Exercise instructions: Please transcribe the data that follows without the pictures, keeping every word the same.

Dataset content:
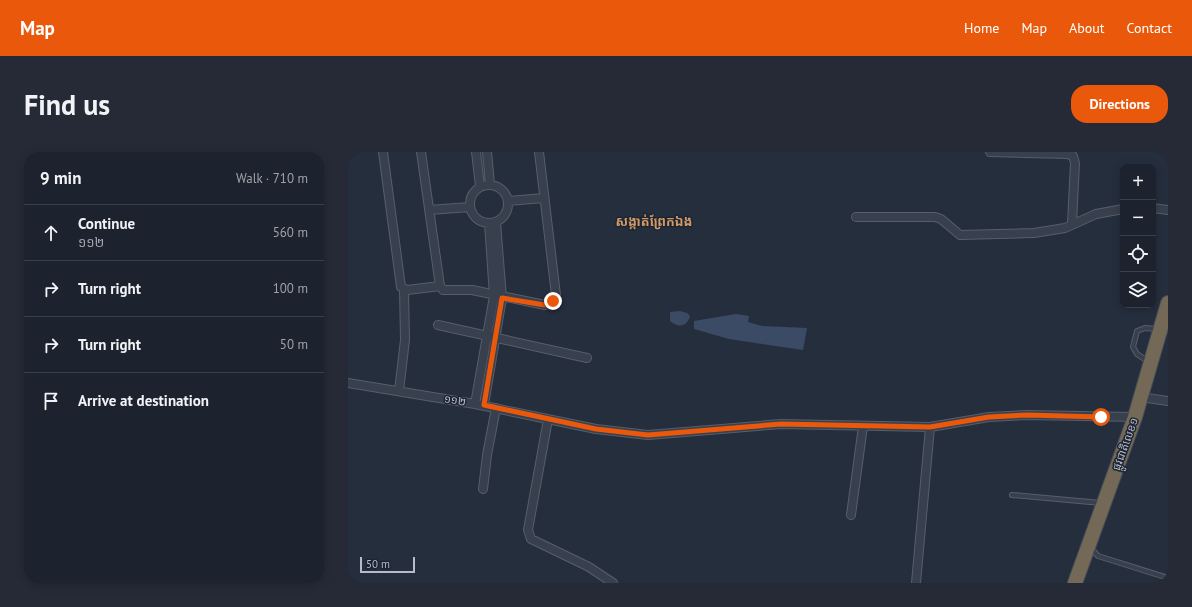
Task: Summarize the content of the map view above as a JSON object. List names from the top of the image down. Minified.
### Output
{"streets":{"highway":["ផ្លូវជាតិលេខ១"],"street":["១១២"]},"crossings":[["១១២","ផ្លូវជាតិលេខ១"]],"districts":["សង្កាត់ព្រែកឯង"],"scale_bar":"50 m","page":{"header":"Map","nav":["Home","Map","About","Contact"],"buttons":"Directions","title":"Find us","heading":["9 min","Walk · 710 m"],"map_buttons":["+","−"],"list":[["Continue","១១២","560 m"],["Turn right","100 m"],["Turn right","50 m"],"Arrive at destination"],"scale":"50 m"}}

Written response:
Task: Summarize the content of the map view above as a JSON object. List names from the top of the image down. Minified.
### Output
{"streets":{"highway":["ផ្លូវជាតិលេខ១"],"street":["១១២"]},"crossings":[["១១២","ផ្លូវជាតិលេខ១"]],"districts":["សង្កាត់ព្រែកឯង"],"scale_bar":"50 m","page":{"header":"Map","nav":["Home","Map","About","Contact"],"buttons":"Directions","title":"Find us","heading":["9 min","Walk · 710 m"],"map_buttons":["+","−"],"list":[["Continue","១១២","560 m"],["Turn right","100 m"],["Turn right","50 m"],"Arrive at destination"],"scale":"50 m"}}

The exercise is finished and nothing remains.